Stored data entries.
--- START ---

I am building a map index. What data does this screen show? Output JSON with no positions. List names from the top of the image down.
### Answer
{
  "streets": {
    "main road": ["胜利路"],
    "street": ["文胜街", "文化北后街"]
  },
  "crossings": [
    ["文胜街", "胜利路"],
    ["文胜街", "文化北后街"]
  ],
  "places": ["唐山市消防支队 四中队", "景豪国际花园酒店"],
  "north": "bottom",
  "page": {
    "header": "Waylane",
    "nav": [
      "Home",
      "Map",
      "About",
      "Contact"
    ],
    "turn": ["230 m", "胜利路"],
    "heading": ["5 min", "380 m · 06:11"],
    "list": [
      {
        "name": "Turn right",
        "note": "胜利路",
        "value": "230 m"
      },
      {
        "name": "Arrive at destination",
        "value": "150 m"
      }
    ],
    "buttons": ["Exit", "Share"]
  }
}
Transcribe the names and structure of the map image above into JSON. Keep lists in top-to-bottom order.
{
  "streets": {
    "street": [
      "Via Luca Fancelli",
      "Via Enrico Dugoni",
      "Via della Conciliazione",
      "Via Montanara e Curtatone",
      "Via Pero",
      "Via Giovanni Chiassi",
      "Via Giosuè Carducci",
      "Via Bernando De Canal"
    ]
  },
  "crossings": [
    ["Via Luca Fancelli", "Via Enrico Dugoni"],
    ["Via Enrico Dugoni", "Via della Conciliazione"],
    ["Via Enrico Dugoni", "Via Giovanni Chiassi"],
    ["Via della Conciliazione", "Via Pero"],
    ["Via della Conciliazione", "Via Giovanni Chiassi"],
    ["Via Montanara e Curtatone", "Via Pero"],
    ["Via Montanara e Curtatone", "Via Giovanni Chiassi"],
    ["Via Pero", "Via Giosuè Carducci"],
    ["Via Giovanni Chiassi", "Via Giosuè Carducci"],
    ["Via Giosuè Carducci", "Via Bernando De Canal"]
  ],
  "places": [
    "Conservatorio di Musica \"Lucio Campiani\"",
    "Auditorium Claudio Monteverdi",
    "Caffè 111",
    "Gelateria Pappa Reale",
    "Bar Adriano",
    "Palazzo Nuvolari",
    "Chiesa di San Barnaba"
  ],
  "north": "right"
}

--- END ---

Work instruction. Read through the entries and copy each line in which "Curtatone" appears.

Exercise answer.
      "Via Montanara e Curtatone",
    ["Via Montanara e Curtatone", "Via Pero"],
    ["Via Montanara e Curtatone", "Via Giovanni Chiassi"],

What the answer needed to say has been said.